The question when splitting XML is where do you want to split it? There could be a logical place to divide the XML like into the subdocuments immediately under the root. Or you might simply have a size limit and want to divide your large XML file with ten million objects into files with one million each.

Below is C++ XML splitter code to split an XML file containing N million objects into N files containing 1 million objects. Here is the idea:
// Split XML
CMarkup xmlInput, xmlOutput;
xmlInput.Open( "please_split.xml", MDF_READFILE );
int nObjectCount = 0, nFileCount = 0;
while ( xmlInput.FindElem("//object") )
{
if ( nObjectCount == 0 )
{
++nFileCount;
xmlOutput.Open( "piece" + StrFromInt(nFileCount) + ".xml", MDF_WRITEFILE );
xmlOutput.AddElem( "root" );
xmlOutput.IntoElem();
}
xmlOutput.AddSubDoc( xmlInput.GetSubDoc() );
++nObjectCount;
if ( nObjectCount == 1000000 )
{
xmlOutput.Close();
nObjectCount = 0;
}
}
if ( nObjectCount )
xmlOutput.Close();
xmlInput.Close();
You could also use size rather than object count as the basis of where to split the XML document. To do this, keep a tally of the subdocument sizes until a threshhold is reached. The subdocument transfer shown above occurs in xmlOutput.AddSubDoc( xmlInput.GetSubDoc() ).
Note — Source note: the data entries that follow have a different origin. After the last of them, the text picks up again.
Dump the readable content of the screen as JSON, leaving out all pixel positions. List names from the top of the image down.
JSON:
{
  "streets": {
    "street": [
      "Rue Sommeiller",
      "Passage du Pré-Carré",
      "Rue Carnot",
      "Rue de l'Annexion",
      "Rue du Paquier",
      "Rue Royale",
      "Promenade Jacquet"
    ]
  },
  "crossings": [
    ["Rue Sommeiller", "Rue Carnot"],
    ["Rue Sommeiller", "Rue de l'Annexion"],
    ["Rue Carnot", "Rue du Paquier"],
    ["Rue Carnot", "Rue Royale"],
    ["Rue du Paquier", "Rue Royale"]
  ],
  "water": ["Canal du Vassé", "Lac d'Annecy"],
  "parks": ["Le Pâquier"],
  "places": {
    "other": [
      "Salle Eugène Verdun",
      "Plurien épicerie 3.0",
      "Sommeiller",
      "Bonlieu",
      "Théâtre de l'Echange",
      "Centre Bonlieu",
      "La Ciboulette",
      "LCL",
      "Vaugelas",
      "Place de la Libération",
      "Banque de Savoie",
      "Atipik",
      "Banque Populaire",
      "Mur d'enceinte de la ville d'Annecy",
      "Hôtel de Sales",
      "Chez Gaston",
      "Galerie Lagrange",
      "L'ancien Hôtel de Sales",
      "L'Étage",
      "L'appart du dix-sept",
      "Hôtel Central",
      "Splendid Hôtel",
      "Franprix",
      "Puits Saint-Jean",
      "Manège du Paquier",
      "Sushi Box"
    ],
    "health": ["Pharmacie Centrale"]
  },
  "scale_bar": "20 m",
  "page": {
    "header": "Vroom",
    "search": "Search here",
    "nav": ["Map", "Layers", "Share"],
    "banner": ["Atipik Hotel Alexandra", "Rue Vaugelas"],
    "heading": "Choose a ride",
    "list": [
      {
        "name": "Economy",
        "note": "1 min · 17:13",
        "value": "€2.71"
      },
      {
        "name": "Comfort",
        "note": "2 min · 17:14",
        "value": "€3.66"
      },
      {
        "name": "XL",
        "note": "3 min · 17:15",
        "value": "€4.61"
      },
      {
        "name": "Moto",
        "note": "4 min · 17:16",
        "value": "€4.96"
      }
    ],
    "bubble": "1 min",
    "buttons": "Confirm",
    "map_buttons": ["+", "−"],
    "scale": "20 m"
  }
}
You can instead do it in two steps and track the size like this:
MCD_STR sObject = xmlInput.GetSubDoc(); nOutputLength += MCD_STRLENGTH(sObject); xmlOutput.AddSubDoc( sObject );
Note though that the nOutputLength is not the same as the output file byte size if your in-memory encoding is different from your file encoding or your encoding is 2-byte based UTF-16.